§ **Activity**
For the records below, give the count of lines holding the word "this" and nothing more.

Data listing Start Marker

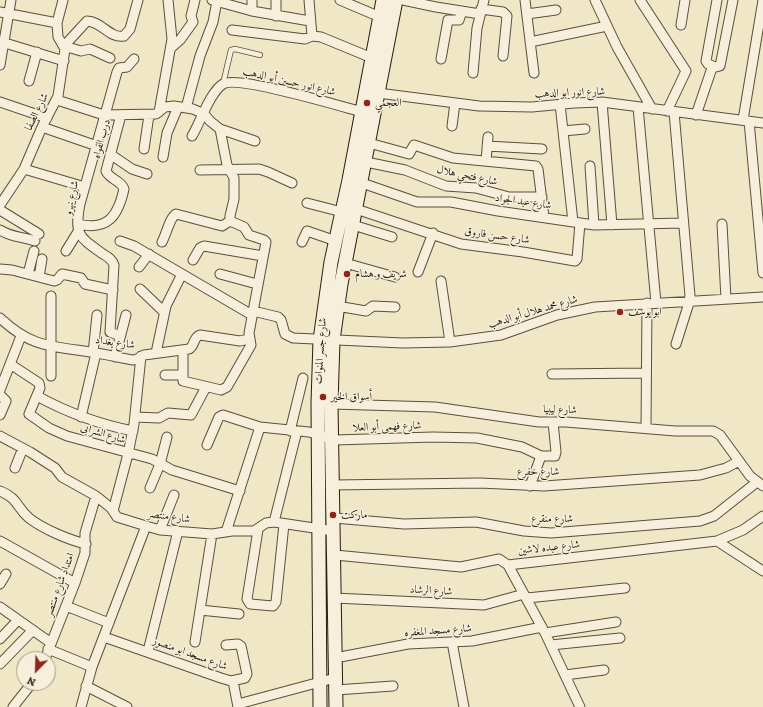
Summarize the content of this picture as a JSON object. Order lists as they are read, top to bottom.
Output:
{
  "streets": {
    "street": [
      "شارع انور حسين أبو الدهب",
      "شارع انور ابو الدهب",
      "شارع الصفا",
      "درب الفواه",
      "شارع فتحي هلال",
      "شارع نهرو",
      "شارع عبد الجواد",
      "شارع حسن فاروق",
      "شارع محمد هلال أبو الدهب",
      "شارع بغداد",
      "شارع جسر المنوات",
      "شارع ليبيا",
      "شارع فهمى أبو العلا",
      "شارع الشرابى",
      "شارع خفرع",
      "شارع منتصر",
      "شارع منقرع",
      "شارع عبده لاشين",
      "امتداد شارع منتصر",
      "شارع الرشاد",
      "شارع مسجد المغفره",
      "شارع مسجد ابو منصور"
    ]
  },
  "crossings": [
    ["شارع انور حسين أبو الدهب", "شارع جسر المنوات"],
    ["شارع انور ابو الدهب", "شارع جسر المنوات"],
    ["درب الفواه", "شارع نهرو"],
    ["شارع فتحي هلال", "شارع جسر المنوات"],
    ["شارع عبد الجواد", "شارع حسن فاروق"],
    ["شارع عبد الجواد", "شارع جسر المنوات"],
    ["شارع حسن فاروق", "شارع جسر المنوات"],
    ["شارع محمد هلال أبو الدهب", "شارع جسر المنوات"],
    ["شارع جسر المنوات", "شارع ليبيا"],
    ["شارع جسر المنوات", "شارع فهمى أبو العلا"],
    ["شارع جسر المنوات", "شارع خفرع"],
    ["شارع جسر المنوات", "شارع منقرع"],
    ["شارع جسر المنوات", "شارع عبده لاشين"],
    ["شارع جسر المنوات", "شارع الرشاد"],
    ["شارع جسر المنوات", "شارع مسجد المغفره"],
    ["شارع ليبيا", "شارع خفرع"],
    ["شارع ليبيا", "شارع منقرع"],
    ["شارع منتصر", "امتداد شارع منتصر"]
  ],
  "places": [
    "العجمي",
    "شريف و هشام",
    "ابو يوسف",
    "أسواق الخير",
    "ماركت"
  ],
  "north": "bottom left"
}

Data listing End Marker
Data listing Start Marker

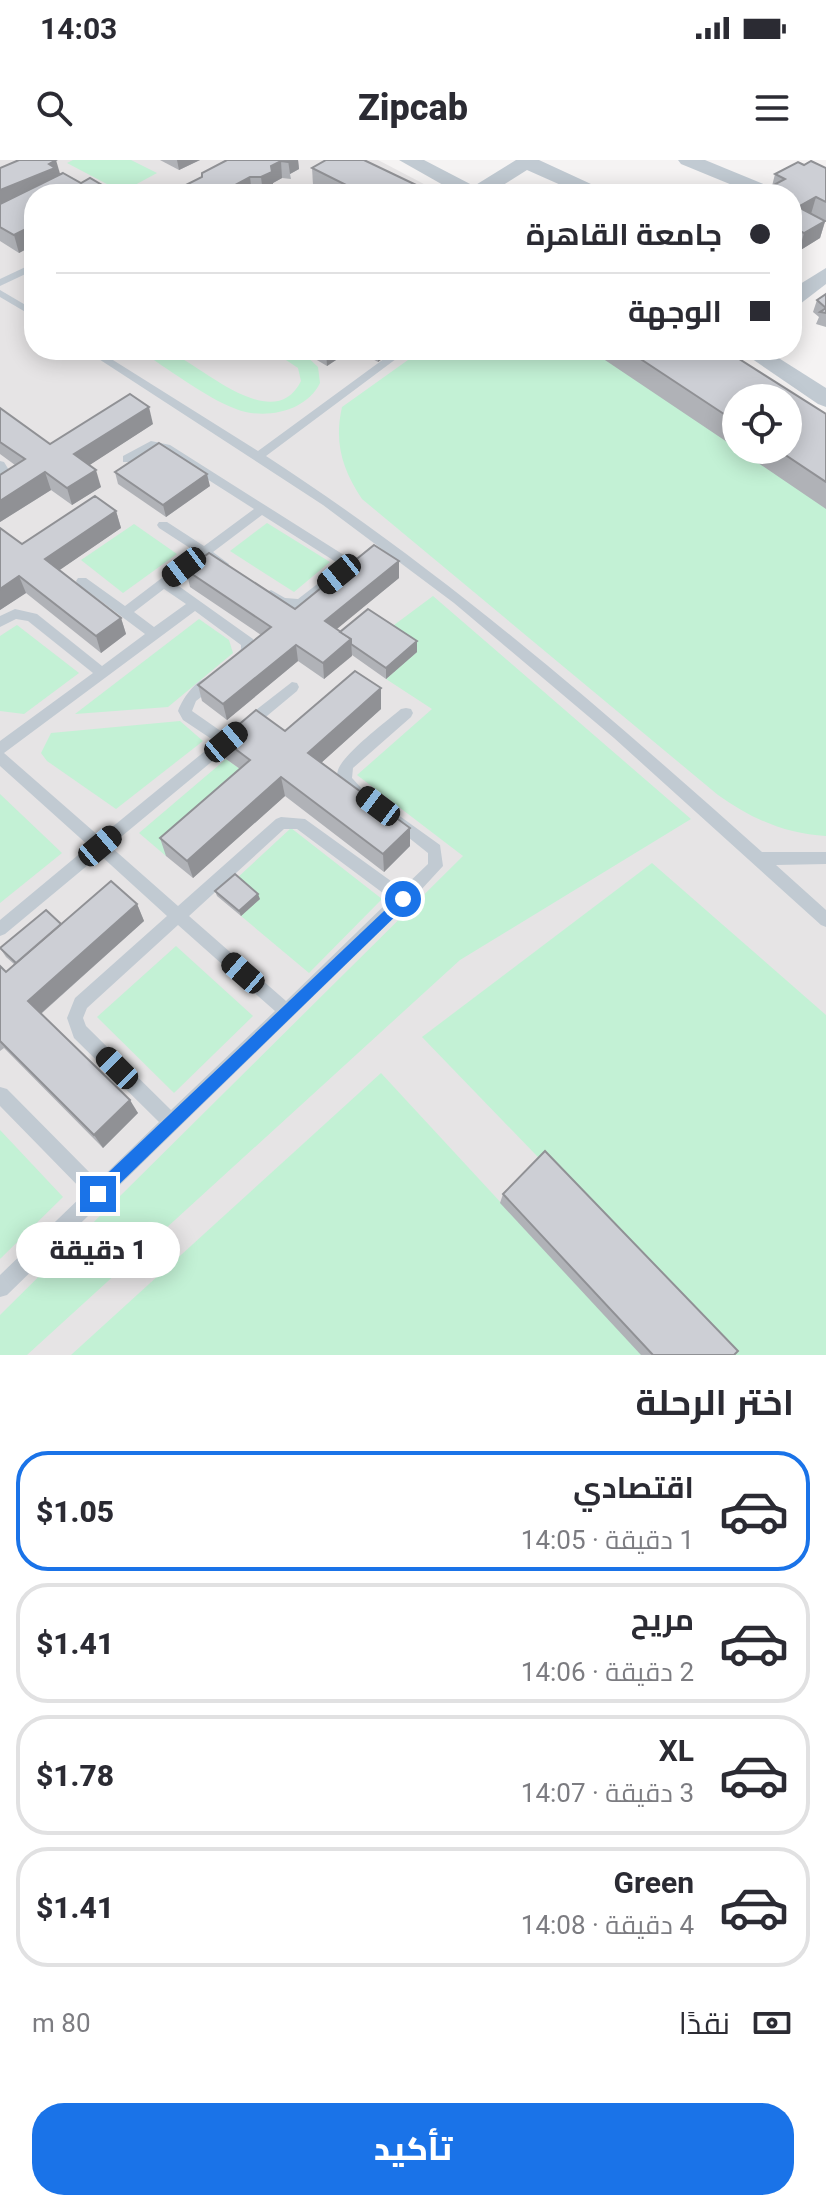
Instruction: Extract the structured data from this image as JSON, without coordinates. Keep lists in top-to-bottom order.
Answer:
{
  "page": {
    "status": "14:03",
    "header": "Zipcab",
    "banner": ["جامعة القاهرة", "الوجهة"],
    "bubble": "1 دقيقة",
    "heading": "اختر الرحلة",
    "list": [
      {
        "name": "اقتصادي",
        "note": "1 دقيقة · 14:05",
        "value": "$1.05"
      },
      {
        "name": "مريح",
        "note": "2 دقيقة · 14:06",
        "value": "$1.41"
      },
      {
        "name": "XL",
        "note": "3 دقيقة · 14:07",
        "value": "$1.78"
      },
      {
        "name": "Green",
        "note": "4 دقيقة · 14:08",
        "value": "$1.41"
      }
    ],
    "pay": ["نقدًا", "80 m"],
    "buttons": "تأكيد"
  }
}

Data listing End Marker

§ **Exercise solution**
2